I’ve heard a few people say that setting goals is unrealistic because you can’t tell the future. Well, of course we can’t tell the future, but we certainly anticipate it. We certainly forecast it. If we don’t anticipate the future, how do we catch a ball flying through the air? How do we even walk? I think saying that goal-setting shouldn’t be done because we can’t foretell the future is equivalent to sticking our heads in the sand. Of course we can forecast and of course we can anticipate. We won’t be right all the time, but 70-80 percent is pretty good. Works for me. A culture where people wait for things to be 100% right before taking action is a dead culture. Nothing moves. Anything that does move, is shot down. Setting goals is great because of the level of uncertainty involved, and I do mean Heisenberg. It means taking prudent risk and managing that risk so that the business outcomes you have set for yourself become manageably realistic. So what about all that hoopla about setting BHAGs, i.e. Big, Hairy Audacious Goals? Well, BHAGs are ok, if you make sure they’re made of leather or other good materials. What do I mean by that?

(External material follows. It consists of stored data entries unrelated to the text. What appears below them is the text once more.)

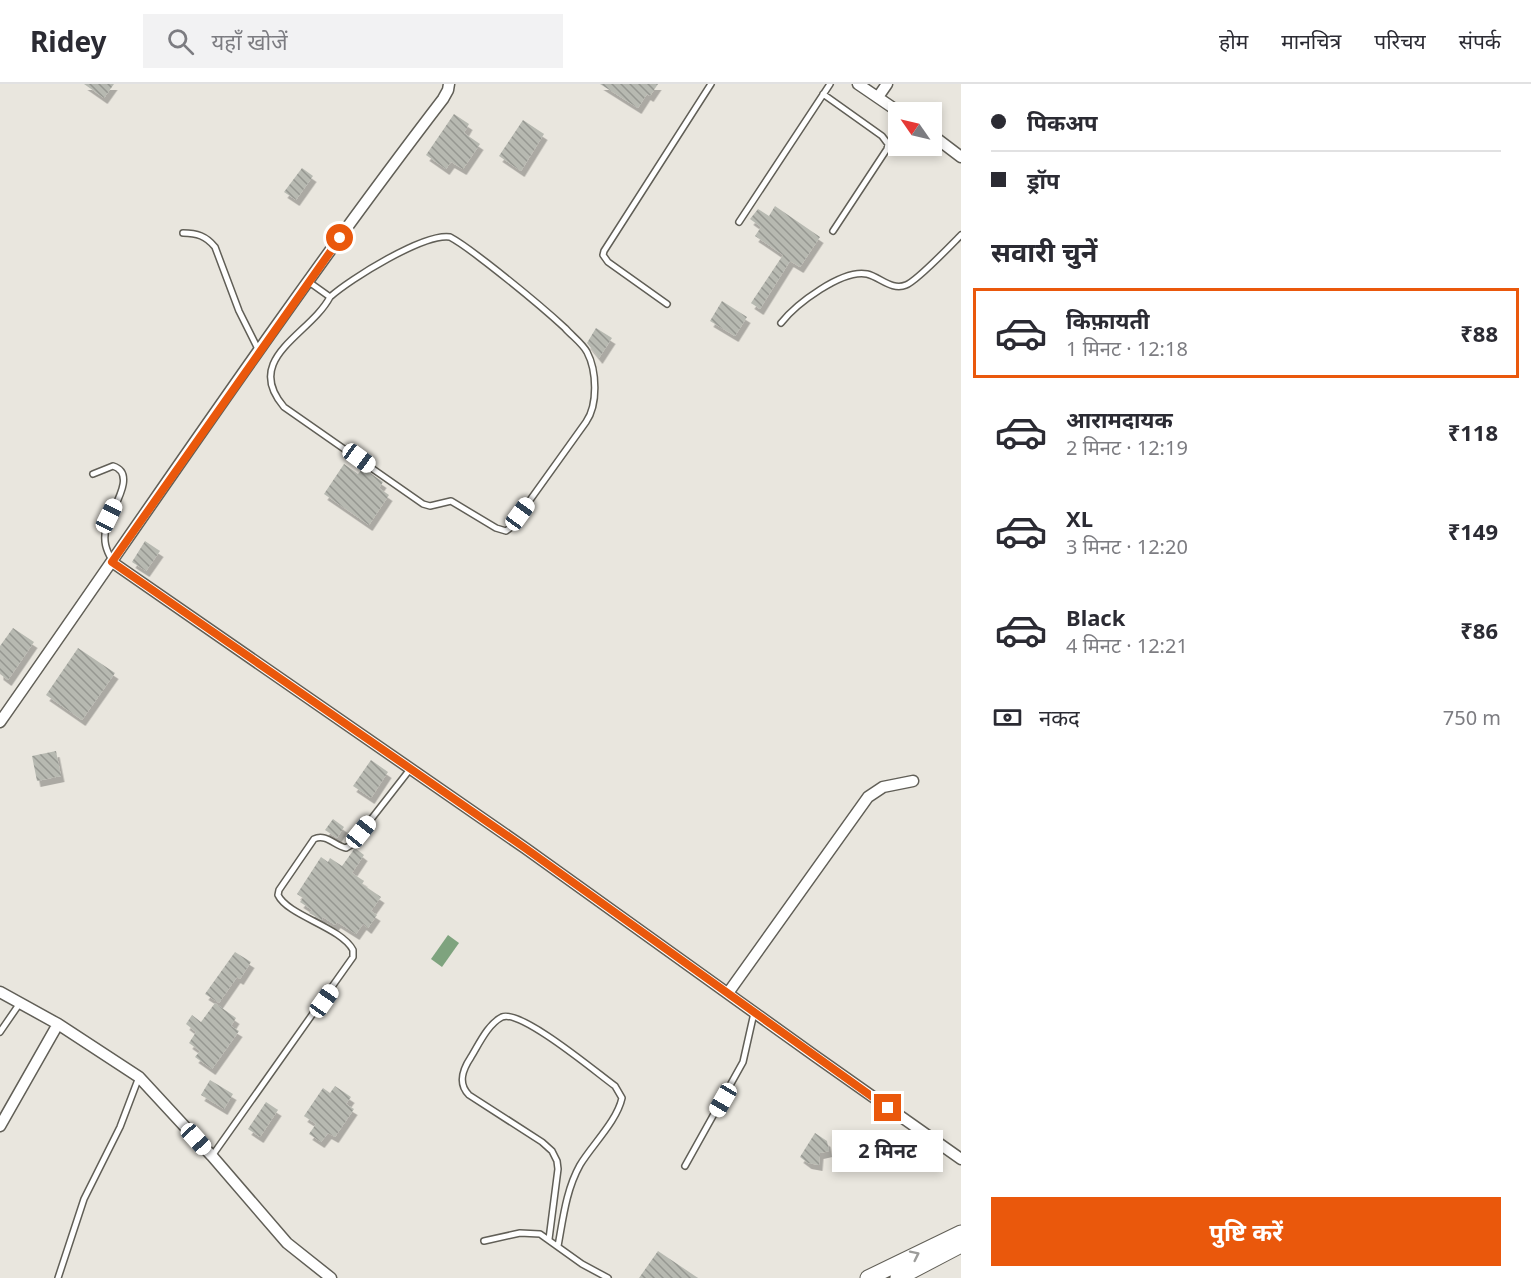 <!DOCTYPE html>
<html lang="hi">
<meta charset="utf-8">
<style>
body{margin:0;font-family:"Noto Sans","Noto Sans Devanagari",sans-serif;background:#f2f2f3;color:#2b2b33;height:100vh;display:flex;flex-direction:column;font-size:22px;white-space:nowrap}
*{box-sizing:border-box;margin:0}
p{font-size:20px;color:#7c7c81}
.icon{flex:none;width:33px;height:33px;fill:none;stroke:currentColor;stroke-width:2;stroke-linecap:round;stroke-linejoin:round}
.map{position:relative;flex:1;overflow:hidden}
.side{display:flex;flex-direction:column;background:#fff;width:570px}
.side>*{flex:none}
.guide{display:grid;align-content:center;height:132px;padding:0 30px;background:#fff}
.needle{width:39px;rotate:304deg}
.fabs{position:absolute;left:888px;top:18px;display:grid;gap:12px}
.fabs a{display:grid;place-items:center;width:54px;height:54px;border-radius:0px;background:#fff;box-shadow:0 3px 9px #0003;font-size:30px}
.end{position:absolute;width:27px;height:27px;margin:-14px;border:8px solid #ea580c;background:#fff;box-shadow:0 0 0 3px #fff}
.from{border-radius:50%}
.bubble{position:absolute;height:42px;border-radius:0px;background:#fff;box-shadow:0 3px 9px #0003;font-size:20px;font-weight:700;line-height:42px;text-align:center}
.car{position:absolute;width:18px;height:36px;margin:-18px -9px;border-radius:8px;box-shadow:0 0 4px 2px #0007;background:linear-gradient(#fff 24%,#345 0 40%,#fff 0 76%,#345 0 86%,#fff 0)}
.guide b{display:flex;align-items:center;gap:21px;height:57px;font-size:22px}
.guide b+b{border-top:2px solid #e1e1e2}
.guide i{width:15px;height:15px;background:#2b2b33}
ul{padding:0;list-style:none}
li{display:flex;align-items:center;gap:18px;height:90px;margin:0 12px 9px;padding:0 18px;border:3px solid transparent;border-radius:0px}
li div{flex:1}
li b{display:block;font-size:22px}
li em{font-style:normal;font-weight:700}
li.active{border-color:#ea580c}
li>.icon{width:54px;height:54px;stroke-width:1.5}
h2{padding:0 30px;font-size:27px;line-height:72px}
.pay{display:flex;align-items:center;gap:15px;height:66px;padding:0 30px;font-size:22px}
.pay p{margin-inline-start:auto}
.cta{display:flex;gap:12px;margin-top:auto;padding:12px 30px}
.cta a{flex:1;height:69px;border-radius:0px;background:#ea580c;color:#fff;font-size:24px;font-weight:700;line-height:69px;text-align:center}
header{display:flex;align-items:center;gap:36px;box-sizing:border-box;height:84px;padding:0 30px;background:#fff;border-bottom:2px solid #e1e1e2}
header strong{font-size:28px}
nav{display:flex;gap:33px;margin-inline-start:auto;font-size:21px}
.search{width:420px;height:54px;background:#f2f2f3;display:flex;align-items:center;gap:15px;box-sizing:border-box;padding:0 21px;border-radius:0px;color:#7c7c81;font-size:22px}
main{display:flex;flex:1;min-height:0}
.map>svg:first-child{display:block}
</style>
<header>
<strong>Ridey</strong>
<div class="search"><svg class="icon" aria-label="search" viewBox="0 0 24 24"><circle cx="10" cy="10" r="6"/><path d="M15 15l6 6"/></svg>यहाँ खोजें</div>
<nav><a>होम</a><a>मानचित्र</a><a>परिचय</a><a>संपर्क</a></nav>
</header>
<main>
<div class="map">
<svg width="961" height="1194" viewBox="0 0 961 1194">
<defs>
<pattern id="building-back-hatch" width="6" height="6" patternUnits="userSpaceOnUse" patternTransform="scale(1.5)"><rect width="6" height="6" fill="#b7b9b1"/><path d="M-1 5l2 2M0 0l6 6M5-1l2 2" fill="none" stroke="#969791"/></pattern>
<filter id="shadow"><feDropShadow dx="3.5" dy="6" stdDeviation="0" flood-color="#0004"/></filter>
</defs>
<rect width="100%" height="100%" fill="#e9e6de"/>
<path fill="#7ea37e" d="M448 851 459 859 442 883 431 875Z"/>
<path fill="url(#building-back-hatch)" filter="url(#shadow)" d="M84 0H114L104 14Z
M600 0H658L650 12 647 10 638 24Z
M454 30 469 40 464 49 480 60 463 85 451 78 446 85 426 71Z
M523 36 544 50 521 87 499 72Z
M302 84 313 92 296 116 284 108Z
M775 122 820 153 800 183 790 177 760 225 751 219 783 171 755 152 761 143 750 135 758 125 769 132Z
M722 217 747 233 735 252 710 237Z
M596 244 612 254 599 274 587 259Z
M344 380 358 390 363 384 383 398 379 404 389 411 369 441 324 410Z
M145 457 160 467 146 487 132 478Z
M13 544 34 558 8 596 0 590V562Z
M78 564 115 589 82 636 46 611Z
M56 667 61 692 37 697 32 672Z
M371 676 388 688 371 714 353 702Z
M333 735 344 743 337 754 325 746Z
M355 764 364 771 352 789 364 797 362 800 381 813 371 827 377 831 368 844 363 840 356 850 337 838 335 841 323 833 322 836 309 829 312 826 300 818 303 814 297 810 321 773 328 778 330 774 342 782Z
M235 868 251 878 240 895 237 893 219 919 205 910Z
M215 919 236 934 231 942 239 947 212 985 195 973 200 967 189 959 196 948 186 940 192 931 201 938Z
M210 996 233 1010 224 1025 201 1011Z
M335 1002 351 1013 346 1020 354 1025 335 1053 328 1049 321 1058 309 1050 316 1040 304 1032 323 1004 330 1009Z
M266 1018 278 1026 260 1053 248 1045Z
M815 1049 827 1057 829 1067 820 1069 819 1081 808 1079 800 1073Z
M658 1167 698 1194H639Z"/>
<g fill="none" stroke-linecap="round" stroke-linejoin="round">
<defs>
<path id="lane" d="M823 10 882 52 888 60 887 65 833 147
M739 138 830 0
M183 149C197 149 206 152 215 163L239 227 259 267
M309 198 330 213C310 251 242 274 284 323L423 420 430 422 451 417 496 444 506 447 510 444 586 338C598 321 597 287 587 268 582 259 572 252 565 244 540 221 514 200 487 179 475 170 463 160 450 153 424 149 350 195 330 213
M667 220 608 178 603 171 604 167 711 0
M781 239C796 220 842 185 867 190 880 193 892 207 906 201 917 197 951 161 961 151
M93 390 113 382C139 390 109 428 106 444 103 457 106 466 112 476
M0 948 20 919
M212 1072 353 873V866C341 843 288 832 278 811L279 806 314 755C326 749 335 762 346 764L351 761 411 684
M685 1082 743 978 754 929
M549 1155 558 1085 557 1077 552 1067 542 1058 469 1011C457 999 463 985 471 973 479 960 488 940 502 933 521 925 597 989 615 1002L622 1014C617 1037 592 1061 580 1081 566 1106 563 1135 558 1162
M484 1157 520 1149 540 1150 582 1180 608 1194
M58 1194 84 1115 120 1043 139 993"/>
<path id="street" d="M858 0 899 28
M878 13 887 0
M932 51 961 73
M112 478 525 764 815 972 961 1075
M0 638C146 430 288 217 443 15L448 6 449 0
M0 908 58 940 139 993 212 1072 287 1159 331 1194
M728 909 868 713 883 703 913 697
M0 1042 58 940"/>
<path id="secondary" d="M868 1194 961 1149
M898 1194 961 1161"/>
</defs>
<use href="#lane" stroke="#615f57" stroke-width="8"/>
<use href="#street" stroke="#615f57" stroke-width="13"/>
<use href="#secondary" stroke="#615f57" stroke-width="17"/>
<use href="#lane" stroke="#fff" stroke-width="5"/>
<use href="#street" stroke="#fff" stroke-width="10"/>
<use href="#secondary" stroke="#fff" stroke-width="15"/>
</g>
<defs><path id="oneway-chevron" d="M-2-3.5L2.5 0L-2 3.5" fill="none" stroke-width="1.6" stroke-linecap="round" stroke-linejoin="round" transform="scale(1.5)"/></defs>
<use stroke="#9c9c9a" href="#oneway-chevron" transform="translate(915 1171) rotate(-26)"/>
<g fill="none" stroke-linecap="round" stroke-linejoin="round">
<path stroke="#ea580c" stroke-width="8" d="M340 154 112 478 525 764 888 1024"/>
</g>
</svg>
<div class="fabs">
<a><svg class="needle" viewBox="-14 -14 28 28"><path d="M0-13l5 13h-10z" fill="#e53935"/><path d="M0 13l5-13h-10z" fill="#7c7c81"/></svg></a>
</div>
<i class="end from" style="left:340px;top:154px"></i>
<i class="end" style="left:888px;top:1024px"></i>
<div class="bubble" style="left:832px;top:1046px;width:111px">2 मिनट</div>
<i class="car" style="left:359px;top:374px;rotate:126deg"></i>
<i class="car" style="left:520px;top:430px;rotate:36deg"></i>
<i class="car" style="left:109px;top:432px;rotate:26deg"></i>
<i class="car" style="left:361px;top:748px;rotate:39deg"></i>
<i class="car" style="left:324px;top:917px;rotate:35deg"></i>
<i class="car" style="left:723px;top:1016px;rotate:210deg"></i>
<i class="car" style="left:196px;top:1055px;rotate:138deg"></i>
</div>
<section class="side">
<div class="guide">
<b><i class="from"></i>पिकअप</b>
<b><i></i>ड्रॉप</b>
</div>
<h2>सवारी चुनें</h2>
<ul>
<li class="active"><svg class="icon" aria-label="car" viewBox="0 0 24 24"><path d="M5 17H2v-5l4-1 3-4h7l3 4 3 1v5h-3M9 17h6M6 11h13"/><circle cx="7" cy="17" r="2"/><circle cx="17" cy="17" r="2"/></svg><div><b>किफ़ायती</b><p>1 मिनट · 12:18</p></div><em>₹88</em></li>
<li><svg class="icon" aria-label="car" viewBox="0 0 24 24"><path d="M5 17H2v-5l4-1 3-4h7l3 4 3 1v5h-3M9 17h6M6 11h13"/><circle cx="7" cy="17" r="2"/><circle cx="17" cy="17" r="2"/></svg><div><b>आरामदायक</b><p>2 मिनट · 12:19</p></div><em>₹118</em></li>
<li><svg class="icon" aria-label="car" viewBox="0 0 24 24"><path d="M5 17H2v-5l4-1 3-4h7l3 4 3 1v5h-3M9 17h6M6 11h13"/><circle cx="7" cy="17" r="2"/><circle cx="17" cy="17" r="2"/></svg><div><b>XL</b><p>3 मिनट · 12:20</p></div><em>₹149</em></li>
<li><svg class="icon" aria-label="car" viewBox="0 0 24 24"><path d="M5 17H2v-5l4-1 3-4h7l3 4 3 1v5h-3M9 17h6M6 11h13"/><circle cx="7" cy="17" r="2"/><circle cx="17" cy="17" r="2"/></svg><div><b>Black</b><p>4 मिनट · 12:21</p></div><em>₹86</em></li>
</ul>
<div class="pay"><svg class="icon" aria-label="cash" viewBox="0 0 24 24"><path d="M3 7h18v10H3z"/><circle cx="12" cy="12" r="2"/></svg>नकद<p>750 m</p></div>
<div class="cta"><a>पुष्टि करें</a></div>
</section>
</main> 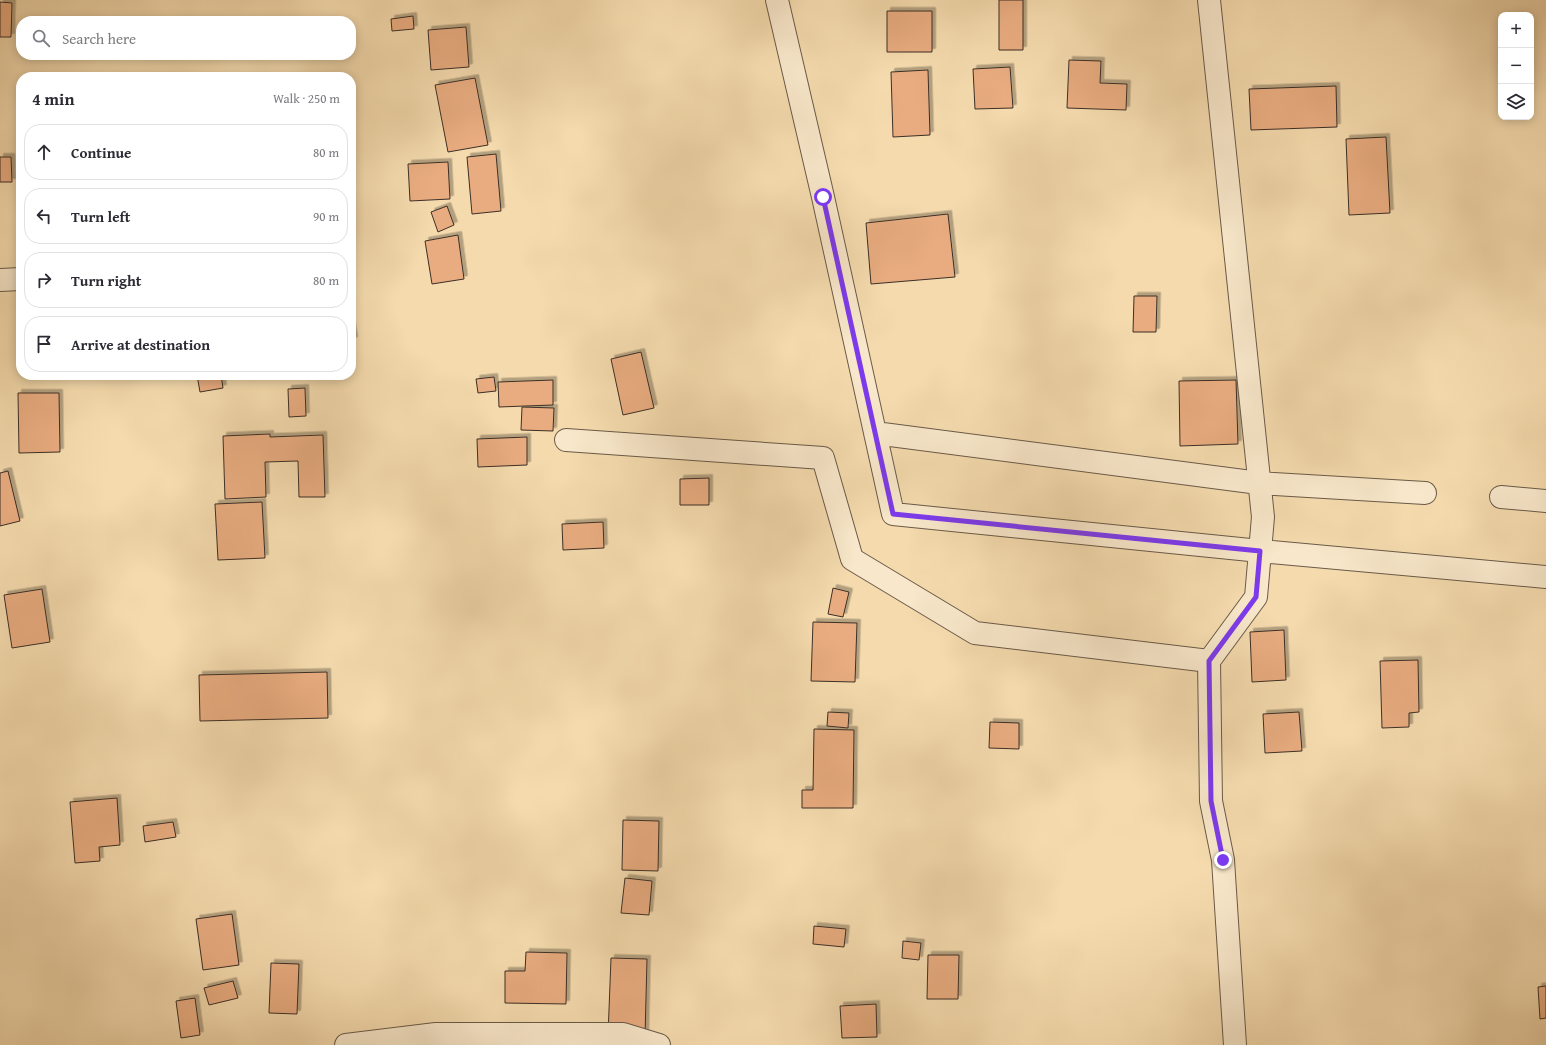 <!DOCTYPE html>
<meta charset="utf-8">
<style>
body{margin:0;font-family:"Gentium Book Plus",serif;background:#f7f7f7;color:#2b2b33}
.controls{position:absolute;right:12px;top:12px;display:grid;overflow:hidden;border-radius:8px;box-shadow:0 2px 10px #0003}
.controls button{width:36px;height:36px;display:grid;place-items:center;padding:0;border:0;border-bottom:1px solid #e1e1e2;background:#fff;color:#2b2b33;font:20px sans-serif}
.stop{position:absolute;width:12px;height:12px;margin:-9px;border:3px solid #7c3aed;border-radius:50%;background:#fff}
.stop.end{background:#7c3aed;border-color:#fff;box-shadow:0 1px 4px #0008}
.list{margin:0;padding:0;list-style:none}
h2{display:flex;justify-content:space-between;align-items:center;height:52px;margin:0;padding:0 16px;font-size:17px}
h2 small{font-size:13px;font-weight:400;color:#7c7c81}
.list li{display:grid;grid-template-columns:26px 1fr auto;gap:12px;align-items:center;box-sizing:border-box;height:56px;margin:0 8px 8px;padding:0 8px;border:1px solid #e1e1e2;border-radius:16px}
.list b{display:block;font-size:15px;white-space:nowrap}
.list em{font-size:13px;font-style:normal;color:#7c7c81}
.icon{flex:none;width:22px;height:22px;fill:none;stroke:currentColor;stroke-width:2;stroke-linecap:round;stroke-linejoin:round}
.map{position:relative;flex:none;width:1546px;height:1045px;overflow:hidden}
.search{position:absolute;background:#fff;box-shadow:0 2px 10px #0003;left:16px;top:16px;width:340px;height:44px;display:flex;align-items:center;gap:10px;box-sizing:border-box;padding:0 14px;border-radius:16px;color:#7c7c81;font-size:15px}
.panel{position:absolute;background:#fff;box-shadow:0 2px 10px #0003;left:16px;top:72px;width:340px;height:308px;border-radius:16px}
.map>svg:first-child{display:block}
.building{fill:#e8ac80;stroke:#3c2f26;filter:url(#shadow)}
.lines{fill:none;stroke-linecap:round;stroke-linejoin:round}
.street-casing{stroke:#6a5a48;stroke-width:24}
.street{stroke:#f8e7ca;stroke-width:22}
.route{stroke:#7c3aed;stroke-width:5}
</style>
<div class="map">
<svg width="1546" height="1045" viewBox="0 0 1546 1045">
<defs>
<filter id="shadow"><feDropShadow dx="3.5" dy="-3.5" stdDeviation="0" flood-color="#0004"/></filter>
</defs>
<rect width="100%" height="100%" fill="#f4daad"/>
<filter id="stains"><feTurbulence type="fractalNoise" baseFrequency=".005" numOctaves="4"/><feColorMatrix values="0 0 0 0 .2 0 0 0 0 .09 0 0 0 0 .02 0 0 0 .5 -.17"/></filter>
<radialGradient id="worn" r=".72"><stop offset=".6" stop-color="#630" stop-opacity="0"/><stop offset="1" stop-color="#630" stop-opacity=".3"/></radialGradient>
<path class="building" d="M999,0H1023V50H999Z
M0,2L12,3L11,37H0Z
M887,11H932V52H887Z
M413,16L414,29L392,31L391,19Z
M466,27L469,67L431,70L428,30Z
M1069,60L1101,61L1100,83L1127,84L1126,110L1067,108Z
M1010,67L1013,108L975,109L973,69Z
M928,70L930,135L893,137L891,72Z
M475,78L488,145L448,152L435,85Z
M1336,86L1337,127L1251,130L1249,89Z
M1386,137L1390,213L1349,215L1346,139Z
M496,154L501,211L472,214L467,157Z
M0,157H11L12,182H0Z
M448,162L450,199L410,201L408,164Z
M447,206L454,225L438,232L431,212Z
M948,214L955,277L871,284L866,223Z
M458,235L464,279L432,284L425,241Z
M1134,296H1157L1156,332H1133Z
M351,321L354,340L351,341Z
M641,352L654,408L623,415L611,359Z
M197,375H221L223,388L200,392Z
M494,377L496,391L478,393L476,379Z
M553,380V405L499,407L498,382Z
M1236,380L1238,444L1180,446L1179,381Z
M305,388L306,416L289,417L288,389Z
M18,393H59L60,452L19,453Z
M522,407L554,408L553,431L521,430Z
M270,434V437L323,435L325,497H299L298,461L265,462L266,497L225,499L223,436Z
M527,437V465L478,467L477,439Z
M8,471L20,521L0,526V473Z
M709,478V505H680V479Z
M262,502L265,558L218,560L215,504Z
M603,522L604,548L563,550L562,524Z
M833,588L849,592L843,617L828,614Z
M42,589L50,642L12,648L4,595Z
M813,622L857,623L855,682L811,681Z
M1284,630L1286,680L1252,682L1250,632Z
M1418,660L1419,712L1409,713V727L1382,728L1380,661Z
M327,672L328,718L200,721L199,675Z
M828,712L849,713L848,728L827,726Z
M1299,712L1302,751L1265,753L1263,714Z
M990,722L1019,723V749L989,748Z
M814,729L854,730L853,808H802V790H813Z
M117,798L120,845L99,847L100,861L75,863L70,802Z
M623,820L659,821L658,871L622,870Z
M173,822L176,837L145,842L143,826Z
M625,878L652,881L649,915L621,913Z
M232,914L239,965L203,970L196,919Z
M814,926L846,929L844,947L813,944Z
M903,941L921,943L919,960L902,958Z
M526,952L567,953L566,1004L505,1003V971H525Z
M928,955H959L958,999H927Z
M611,958L647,959L645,1037L608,1036Z
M271,963L299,964L297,1014L269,1013Z
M233,981L238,998L209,1005L204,988Z
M1546,986V1018L1540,1019L1538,987Z
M195,998L200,1035L181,1038L176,1001Z
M876,1004L877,1037L842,1038L840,1006Z"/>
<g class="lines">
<g class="street-casing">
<path id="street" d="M777,0L823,197L893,514L1260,551L1546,577
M1209,0L1263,517L1256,597L1209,661L1211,801L1223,860L1235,1045
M0,280L21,279
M875,433L1259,483L1425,493
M566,440L823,458L852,559L975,633L1209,661
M1501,497L1546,501
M346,1045L436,1034H623L659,1045"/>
</g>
<use href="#street" class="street"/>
</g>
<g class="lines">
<path class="route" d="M823,197L893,514L1260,551L1256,597L1209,661L1211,801L1223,860"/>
</g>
<rect width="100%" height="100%" filter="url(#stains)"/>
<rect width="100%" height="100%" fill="url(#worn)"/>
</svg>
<div class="controls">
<button>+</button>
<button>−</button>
<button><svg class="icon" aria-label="layers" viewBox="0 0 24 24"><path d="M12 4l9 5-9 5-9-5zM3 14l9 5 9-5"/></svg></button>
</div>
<div class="stop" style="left:823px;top:197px"></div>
<div class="stop end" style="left:1223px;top:860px"></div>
<div class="search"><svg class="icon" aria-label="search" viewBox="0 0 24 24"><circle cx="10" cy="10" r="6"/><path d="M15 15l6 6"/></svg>Search here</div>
<section class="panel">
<h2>4 min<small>Walk · 250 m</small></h2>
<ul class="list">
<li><svg class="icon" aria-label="ahead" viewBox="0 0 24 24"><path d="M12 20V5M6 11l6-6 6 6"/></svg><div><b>Continue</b></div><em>80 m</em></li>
<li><svg class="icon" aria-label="left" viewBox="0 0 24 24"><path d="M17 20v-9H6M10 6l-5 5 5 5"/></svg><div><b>Turn left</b></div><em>90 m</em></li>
<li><svg class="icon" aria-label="right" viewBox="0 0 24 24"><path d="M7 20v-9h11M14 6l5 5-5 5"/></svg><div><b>Turn right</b></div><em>80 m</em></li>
<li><svg class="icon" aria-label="arrive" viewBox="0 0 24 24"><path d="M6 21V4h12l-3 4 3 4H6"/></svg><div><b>Arrive at destination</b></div></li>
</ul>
</section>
</div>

Contrary to what many so-called gurus would have us believe, there is such a thing as an impossibility. Life can only come from life. Life does not arise from spontaneous generation, no matter how organic you try to make it. I agree with Einstein that imagination is more important than knowledge, and even then you’d better find out what the context was when he said it; if he indeed did say it. It is foolishness to indulge in flights of fancy. There is a difference. So, when I say that it is ok to have BHAGs, provided those BHAGs are made of good materials, I mean that it is perfectly ok to have your Big, Hairy, Audacious Goals if they are based on realistic possibilities and not on impossibilities like life arising from inorganic molecules spontaneously. I remember a joke about a Marine exclaiming “Nothing is impossible for me!” only to have his buddy retort “Oh yeah? Try pushing toothpaste back into the tube!” Get the picture?

So, forecasting is definitely possible, provided we are willing to look at the facts right in front of us and make reasonable projections based on impersonal forces and checking for past patterns, especially if conditions are not too different from what they are now and what they were in the past. Go ahead, make your (fore)cast!

Conclusion

Expand your vision. Be willing to zoom in as well as zoom out. Use AND more than you use OR. Focus on strategy and goals, not systems, not culture. Be disciplined to work hard within your systems and within your culture. If you are willing to do this, I will forecast that you, by and large, will be pretty successful. In your business goals. And I dare say in your life goals as well!